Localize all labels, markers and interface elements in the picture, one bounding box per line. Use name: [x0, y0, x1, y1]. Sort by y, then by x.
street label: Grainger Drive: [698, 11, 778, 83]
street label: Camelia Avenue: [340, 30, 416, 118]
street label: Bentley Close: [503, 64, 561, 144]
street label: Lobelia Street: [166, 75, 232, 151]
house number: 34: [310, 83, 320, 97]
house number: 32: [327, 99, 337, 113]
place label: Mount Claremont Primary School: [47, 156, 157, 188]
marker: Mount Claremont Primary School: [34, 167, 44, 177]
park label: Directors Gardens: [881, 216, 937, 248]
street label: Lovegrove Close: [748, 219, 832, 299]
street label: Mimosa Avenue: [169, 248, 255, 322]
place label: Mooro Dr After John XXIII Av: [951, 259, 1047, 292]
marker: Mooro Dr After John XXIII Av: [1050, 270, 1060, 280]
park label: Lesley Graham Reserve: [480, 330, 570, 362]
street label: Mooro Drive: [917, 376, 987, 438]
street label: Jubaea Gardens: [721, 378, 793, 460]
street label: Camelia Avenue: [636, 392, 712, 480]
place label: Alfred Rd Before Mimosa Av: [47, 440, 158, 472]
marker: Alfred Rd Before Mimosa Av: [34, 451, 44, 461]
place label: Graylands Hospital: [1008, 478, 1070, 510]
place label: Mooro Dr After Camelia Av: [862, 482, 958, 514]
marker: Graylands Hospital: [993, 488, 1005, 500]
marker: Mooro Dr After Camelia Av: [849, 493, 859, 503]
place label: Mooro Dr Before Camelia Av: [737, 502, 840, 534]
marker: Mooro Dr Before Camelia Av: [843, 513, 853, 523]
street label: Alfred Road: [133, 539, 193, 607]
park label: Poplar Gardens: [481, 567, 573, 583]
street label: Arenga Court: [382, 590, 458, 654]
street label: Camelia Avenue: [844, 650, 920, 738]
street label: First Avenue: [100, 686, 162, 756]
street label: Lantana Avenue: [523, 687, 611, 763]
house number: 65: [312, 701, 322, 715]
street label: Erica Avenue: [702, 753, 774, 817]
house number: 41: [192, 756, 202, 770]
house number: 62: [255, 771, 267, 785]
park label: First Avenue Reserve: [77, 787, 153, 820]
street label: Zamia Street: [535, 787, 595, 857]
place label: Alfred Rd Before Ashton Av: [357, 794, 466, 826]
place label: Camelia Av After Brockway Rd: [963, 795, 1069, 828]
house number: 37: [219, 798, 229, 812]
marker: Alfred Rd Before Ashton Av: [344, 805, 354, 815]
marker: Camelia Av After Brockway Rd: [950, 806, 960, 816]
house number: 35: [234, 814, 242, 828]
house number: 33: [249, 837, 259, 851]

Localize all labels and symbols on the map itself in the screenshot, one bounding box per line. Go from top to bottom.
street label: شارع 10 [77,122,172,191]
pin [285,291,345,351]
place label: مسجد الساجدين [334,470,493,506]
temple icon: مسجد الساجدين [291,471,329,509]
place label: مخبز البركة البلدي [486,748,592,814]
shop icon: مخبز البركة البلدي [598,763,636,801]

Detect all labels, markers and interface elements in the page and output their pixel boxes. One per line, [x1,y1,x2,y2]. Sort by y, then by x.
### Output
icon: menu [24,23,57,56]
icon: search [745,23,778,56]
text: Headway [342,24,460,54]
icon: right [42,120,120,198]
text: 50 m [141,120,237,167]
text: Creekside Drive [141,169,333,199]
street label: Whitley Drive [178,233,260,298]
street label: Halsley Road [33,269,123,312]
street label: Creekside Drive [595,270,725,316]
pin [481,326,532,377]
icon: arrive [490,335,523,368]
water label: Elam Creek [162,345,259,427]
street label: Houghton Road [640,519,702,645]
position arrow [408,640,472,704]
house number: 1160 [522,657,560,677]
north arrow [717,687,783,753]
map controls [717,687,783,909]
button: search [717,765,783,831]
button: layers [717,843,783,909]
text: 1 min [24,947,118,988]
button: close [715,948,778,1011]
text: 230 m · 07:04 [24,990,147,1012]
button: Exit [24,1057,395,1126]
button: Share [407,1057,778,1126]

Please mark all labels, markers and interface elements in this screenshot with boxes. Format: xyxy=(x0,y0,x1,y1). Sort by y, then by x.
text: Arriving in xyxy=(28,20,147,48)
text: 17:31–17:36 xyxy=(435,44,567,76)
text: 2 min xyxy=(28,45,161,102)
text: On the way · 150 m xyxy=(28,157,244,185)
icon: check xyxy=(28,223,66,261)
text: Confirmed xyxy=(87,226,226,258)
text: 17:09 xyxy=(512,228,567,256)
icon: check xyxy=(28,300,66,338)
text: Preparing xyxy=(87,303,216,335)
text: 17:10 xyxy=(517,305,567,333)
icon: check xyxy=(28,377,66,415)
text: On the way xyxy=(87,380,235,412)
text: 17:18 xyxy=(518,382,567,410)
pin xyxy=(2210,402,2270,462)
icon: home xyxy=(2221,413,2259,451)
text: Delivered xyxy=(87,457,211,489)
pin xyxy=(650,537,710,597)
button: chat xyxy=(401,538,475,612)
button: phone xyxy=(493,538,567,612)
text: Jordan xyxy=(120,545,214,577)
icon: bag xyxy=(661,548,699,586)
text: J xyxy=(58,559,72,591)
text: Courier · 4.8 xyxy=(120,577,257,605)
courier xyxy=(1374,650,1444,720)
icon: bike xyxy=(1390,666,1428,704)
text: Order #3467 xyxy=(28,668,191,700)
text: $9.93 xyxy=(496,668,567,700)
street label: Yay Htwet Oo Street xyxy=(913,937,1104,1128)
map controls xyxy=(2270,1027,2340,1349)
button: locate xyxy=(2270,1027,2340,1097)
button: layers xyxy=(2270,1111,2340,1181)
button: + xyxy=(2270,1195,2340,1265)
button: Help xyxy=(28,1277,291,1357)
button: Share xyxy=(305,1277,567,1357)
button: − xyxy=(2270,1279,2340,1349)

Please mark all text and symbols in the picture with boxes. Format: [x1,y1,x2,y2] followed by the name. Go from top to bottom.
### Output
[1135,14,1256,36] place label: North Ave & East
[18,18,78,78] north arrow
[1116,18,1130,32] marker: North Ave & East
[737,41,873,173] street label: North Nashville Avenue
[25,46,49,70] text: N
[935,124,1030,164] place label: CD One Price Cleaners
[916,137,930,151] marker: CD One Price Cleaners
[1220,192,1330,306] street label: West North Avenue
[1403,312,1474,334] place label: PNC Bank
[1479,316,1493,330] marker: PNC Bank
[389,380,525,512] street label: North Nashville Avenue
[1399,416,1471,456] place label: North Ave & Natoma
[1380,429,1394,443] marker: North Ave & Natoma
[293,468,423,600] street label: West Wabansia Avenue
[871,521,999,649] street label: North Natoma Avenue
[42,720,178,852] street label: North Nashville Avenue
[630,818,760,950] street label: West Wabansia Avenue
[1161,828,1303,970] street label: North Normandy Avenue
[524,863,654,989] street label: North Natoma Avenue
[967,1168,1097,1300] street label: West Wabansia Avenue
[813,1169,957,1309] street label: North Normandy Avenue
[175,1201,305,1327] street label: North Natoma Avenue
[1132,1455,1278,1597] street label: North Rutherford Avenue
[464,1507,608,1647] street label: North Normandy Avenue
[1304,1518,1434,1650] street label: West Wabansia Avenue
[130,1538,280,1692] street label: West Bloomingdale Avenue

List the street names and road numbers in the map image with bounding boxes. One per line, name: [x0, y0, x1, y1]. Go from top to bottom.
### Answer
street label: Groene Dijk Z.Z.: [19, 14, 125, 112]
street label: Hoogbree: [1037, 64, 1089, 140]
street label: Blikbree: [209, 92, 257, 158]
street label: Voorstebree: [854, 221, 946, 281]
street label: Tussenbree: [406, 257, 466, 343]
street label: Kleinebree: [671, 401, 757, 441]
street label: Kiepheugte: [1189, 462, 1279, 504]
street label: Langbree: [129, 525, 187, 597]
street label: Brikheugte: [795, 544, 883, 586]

◇ ◇ ◇ ◇ ◇

The problem:
Show all lines from the listing above in which "labels" appears.

Output for this exercise:
Localize all labels, markers and interface elements in the picture, one bounding box per line. Use name: [x0, y0, x1, y1]. Sort by y, then by x.
Localize all labels and symbols on the map itself in the screenshot, one bounding box per line. Go from top to bottom.
Detect all labels, markers and interface elements in the page and output their pixel boxes. One per line, [x1,y1,x2,y2]. Sort by y, then by x.
Please mark all labels, markers and interface elements in this screenshot with boxes. Format: xyxy=(x0,y0,x1,y1). Sort by y, then by x.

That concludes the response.